Five Money Myths No One Should Believe In 

There are a lot of misconceptions, dubious ideas, and outright falsehoods out there that are still believed in. This can be particularly true when it comes to money. Unfortunately, the most common false ideas about money can cause a lot of damage. That’s why it’s so important that no one believe the following five money myths.

1. Young people don’t need to worry about retirement.

It’s a reality: everyone has to prepare for retirement. While younger folks may have more years left until they stop working, this is actually more reason to start saving now, not less. Since invested money grows over time, starting saving for retirement early makes it much easier to be fully prepared.

2. Small expenses don’t matter.

This myth is easy to believe. After all, how much difference could it possibly make if someone spends $5 at a coffee shop every day? Well, as it turns out, quite a lot — since costs add up. That small daily expense sums up to more than $1800 over an entire year. Eliminating (or at least cutting back on) small but wasteful expenses like this can result in the reaping of some not-so-small savings.

3. A budget isn’t necessary.

Keeping a budget can seem like a monotonous and annoying task. However, a budget is an invaluable tool for keeping track of and controlling spending. People who don’t keep a monthly budget often have no idea where their money goes. Needless waste and a failure to save any money is the inevitable result. A budget allows individuals to assert control over their financial life.

4. Debt is always bad.

It’s not hard to see why this myth exists. It is certainly true that debt can be dangerous and that many people have wrecked their lives by going into debt. Nonetheless, debt can be very useful. Taking out a mortgage to buy a home is a great idea for those who are financially secure, for example. Even credit card debt is a good way to improve your credit score — just as long as the balance owed is paid off every month.

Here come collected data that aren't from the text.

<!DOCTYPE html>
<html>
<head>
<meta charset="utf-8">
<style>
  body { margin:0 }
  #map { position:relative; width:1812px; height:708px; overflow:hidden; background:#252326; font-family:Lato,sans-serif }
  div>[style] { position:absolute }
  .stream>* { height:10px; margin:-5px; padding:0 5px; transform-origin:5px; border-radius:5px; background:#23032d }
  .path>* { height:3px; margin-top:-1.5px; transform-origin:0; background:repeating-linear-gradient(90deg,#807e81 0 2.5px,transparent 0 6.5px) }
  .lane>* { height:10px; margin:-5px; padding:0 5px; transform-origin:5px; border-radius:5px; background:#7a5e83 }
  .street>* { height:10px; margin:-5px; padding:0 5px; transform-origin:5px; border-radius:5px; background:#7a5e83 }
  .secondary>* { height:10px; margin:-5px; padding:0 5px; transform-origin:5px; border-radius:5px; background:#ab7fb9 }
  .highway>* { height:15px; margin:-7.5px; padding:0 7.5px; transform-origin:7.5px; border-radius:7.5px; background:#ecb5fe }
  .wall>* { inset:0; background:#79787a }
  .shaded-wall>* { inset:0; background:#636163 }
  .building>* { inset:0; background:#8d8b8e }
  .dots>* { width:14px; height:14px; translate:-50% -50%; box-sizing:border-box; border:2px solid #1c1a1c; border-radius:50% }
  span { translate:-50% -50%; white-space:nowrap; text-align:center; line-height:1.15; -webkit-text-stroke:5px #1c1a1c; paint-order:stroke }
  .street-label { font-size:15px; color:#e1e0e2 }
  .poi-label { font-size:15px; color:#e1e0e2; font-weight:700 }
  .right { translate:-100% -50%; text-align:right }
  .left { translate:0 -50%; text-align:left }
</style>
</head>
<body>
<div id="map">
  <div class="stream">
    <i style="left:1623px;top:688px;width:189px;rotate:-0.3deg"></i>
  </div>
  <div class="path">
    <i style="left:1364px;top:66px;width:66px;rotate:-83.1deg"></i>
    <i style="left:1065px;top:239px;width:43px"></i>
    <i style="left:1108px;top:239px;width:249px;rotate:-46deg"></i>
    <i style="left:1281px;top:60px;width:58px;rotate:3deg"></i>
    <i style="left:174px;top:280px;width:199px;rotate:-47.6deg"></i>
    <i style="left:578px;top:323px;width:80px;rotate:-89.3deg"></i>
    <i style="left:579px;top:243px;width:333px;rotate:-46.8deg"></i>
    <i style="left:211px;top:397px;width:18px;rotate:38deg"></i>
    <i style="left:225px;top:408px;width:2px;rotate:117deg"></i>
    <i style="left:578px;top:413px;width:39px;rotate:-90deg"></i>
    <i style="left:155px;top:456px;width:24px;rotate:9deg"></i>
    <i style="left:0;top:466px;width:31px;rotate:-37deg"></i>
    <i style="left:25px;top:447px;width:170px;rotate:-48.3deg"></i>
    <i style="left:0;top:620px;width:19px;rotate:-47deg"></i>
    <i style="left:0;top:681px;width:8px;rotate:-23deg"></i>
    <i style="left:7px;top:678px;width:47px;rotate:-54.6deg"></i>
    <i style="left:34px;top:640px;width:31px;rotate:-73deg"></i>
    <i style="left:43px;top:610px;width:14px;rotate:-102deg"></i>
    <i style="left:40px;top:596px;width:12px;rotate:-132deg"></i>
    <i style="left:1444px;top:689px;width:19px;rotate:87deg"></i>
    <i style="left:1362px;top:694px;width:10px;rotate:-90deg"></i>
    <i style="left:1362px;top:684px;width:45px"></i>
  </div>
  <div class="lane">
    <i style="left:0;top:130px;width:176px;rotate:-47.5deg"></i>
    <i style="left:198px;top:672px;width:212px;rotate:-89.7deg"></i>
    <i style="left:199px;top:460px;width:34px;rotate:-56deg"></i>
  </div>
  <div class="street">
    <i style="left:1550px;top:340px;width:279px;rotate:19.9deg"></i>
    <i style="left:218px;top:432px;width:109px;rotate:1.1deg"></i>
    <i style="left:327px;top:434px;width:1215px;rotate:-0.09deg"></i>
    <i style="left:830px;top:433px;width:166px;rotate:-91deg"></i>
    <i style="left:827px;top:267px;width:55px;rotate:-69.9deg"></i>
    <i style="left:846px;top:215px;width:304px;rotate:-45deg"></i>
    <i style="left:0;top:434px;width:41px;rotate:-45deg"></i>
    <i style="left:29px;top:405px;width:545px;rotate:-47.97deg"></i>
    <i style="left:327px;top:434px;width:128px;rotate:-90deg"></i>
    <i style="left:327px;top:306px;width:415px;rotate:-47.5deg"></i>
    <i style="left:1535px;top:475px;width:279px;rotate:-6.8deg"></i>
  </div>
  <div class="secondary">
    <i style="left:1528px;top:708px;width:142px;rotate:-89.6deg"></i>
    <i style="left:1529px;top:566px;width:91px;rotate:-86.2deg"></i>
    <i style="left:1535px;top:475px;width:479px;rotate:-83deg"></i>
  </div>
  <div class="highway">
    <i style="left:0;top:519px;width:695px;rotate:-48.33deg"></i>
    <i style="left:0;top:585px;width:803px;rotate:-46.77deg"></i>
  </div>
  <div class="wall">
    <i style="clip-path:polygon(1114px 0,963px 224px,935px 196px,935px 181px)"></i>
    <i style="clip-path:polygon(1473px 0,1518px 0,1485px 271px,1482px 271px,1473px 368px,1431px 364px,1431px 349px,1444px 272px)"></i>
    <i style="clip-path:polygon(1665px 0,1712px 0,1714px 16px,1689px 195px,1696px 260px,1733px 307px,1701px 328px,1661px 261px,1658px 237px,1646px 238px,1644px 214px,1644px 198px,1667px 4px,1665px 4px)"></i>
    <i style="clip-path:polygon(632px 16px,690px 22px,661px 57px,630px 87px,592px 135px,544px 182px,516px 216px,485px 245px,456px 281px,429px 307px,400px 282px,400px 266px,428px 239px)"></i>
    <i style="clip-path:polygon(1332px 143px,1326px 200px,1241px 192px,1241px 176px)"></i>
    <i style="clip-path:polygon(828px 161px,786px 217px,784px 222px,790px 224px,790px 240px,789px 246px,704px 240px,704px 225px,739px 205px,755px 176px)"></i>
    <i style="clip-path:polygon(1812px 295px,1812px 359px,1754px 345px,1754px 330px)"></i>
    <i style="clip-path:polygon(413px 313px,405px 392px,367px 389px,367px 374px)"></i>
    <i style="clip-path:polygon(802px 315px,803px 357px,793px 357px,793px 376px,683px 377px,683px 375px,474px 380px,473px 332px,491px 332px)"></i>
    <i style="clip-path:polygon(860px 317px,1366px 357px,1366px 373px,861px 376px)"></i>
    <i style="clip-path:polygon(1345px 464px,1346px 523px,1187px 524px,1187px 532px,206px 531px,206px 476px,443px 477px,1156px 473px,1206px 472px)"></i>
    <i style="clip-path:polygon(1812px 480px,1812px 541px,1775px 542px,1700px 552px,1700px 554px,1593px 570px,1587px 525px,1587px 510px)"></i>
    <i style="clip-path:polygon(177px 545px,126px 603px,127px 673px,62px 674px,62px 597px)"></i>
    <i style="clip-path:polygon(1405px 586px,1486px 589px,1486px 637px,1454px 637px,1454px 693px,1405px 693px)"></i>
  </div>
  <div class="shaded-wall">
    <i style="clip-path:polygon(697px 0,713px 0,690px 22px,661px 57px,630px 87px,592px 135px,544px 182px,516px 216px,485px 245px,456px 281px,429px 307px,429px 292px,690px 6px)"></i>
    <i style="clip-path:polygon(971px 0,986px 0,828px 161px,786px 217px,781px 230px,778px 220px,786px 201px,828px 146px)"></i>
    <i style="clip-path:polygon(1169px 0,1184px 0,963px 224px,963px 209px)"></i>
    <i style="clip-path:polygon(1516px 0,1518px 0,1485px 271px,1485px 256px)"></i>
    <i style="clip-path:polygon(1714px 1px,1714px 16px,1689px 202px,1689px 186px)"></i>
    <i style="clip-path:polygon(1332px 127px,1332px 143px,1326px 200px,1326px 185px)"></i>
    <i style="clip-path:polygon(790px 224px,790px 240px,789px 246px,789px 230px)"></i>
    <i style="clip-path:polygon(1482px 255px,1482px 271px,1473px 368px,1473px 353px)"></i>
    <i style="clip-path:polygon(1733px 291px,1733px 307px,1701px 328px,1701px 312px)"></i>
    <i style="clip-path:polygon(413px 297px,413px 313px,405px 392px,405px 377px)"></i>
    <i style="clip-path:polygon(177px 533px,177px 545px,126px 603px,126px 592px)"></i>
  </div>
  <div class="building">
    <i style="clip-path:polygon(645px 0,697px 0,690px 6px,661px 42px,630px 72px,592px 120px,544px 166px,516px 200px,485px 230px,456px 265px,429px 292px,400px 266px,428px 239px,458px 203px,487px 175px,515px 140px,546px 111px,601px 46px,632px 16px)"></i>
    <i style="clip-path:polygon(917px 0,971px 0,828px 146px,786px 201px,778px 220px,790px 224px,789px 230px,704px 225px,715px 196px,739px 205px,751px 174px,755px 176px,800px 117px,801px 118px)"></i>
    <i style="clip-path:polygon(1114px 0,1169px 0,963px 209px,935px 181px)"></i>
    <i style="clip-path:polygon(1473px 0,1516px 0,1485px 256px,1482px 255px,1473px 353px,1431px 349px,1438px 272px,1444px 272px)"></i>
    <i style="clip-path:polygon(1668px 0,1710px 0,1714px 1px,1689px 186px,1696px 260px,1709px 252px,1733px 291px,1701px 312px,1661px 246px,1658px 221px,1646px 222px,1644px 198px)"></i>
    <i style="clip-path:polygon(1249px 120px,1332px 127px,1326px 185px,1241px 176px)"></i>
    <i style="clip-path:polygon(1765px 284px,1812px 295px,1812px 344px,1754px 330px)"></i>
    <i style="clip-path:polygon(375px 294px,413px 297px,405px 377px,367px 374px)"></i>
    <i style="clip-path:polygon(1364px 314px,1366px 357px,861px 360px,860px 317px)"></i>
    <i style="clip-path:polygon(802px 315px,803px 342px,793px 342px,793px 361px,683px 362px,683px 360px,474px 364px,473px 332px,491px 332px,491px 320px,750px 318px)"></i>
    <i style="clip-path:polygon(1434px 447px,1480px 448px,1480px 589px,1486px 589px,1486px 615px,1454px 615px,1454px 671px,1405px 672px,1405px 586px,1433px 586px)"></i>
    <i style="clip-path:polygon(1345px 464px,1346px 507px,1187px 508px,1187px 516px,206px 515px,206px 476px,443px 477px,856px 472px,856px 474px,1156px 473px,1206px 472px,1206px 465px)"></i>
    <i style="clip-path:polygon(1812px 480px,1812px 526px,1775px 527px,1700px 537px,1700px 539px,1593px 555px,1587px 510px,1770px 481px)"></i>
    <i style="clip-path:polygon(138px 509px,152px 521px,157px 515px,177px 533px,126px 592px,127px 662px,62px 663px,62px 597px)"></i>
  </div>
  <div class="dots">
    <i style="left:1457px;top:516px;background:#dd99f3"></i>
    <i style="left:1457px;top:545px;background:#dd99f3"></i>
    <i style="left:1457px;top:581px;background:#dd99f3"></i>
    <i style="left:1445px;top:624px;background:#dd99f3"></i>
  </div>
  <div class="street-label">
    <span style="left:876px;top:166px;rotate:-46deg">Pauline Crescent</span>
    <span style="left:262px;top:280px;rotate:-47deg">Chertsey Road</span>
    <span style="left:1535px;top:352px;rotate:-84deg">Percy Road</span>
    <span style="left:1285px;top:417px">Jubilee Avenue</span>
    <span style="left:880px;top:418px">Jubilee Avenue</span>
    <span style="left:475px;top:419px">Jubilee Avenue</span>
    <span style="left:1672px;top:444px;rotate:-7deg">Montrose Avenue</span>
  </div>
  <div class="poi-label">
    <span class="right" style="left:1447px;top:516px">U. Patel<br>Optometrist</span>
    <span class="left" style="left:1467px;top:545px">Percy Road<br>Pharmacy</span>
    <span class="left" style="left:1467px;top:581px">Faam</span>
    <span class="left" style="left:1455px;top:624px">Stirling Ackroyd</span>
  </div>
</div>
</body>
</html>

5. The stock market is too risky.

Yes, it is certainly true that stocks can go down as well as up. And yes, it is certainly true that major stock market crashes can and do occur. Even so, the stock market is still an awesome way to make money over the long run. That’s because, historically, the stock market has returned about 10% on investment on average each year. Investing in stocks is a good idea for almost everyone.

Money can ruin someone’s life — or make it. That’s why money myths might be more damaging than common myths in other areas of life. Learning to see through the most common money myths is simply crucial.